Output the records exactly. Include every line.

◆ DATA SHOWN:
★ ★ ★ ★ ★

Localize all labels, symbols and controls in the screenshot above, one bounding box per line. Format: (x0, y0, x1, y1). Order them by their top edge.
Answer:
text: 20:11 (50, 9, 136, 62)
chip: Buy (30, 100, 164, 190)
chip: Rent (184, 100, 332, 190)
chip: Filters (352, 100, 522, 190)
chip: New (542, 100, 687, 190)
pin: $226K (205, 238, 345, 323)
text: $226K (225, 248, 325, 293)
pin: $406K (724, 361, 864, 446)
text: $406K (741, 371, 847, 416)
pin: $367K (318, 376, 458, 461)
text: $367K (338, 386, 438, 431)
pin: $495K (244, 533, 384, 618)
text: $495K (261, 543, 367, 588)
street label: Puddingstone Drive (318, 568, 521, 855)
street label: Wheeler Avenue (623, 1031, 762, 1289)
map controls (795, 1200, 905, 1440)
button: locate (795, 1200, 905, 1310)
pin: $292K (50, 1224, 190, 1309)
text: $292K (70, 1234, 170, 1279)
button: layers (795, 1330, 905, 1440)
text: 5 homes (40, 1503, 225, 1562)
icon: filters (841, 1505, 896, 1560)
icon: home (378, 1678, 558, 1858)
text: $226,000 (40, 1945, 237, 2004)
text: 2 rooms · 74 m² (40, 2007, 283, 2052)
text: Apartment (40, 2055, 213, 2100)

★ ★ ★ ★ ★

◆ RESULT OF THE TASK:
Localize all labels, symbols and controls in the screenshot above, one bounding box per line. Format: (x0, y0, x1, y1). Order them by their top edge.
Answer:
text: 20:11 (50, 9, 136, 62)
chip: Buy (30, 100, 164, 190)
chip: Rent (184, 100, 332, 190)
chip: Filters (352, 100, 522, 190)
chip: New (542, 100, 687, 190)
pin: $226K (205, 238, 345, 323)
text: $226K (225, 248, 325, 293)
pin: $406K (724, 361, 864, 446)
text: $406K (741, 371, 847, 416)
pin: $367K (318, 376, 458, 461)
text: $367K (338, 386, 438, 431)
pin: $495K (244, 533, 384, 618)
text: $495K (261, 543, 367, 588)
street label: Puddingstone Drive (318, 568, 521, 855)
street label: Wheeler Avenue (623, 1031, 762, 1289)
map controls (795, 1200, 905, 1440)
button: locate (795, 1200, 905, 1310)
pin: $292K (50, 1224, 190, 1309)
text: $292K (70, 1234, 170, 1279)
button: layers (795, 1330, 905, 1440)
text: 5 homes (40, 1503, 225, 1562)
icon: filters (841, 1505, 896, 1560)
icon: home (378, 1678, 558, 1858)
text: $226,000 (40, 1945, 237, 2004)
text: 2 rooms · 74 m² (40, 2007, 283, 2052)
text: Apartment (40, 2055, 213, 2100)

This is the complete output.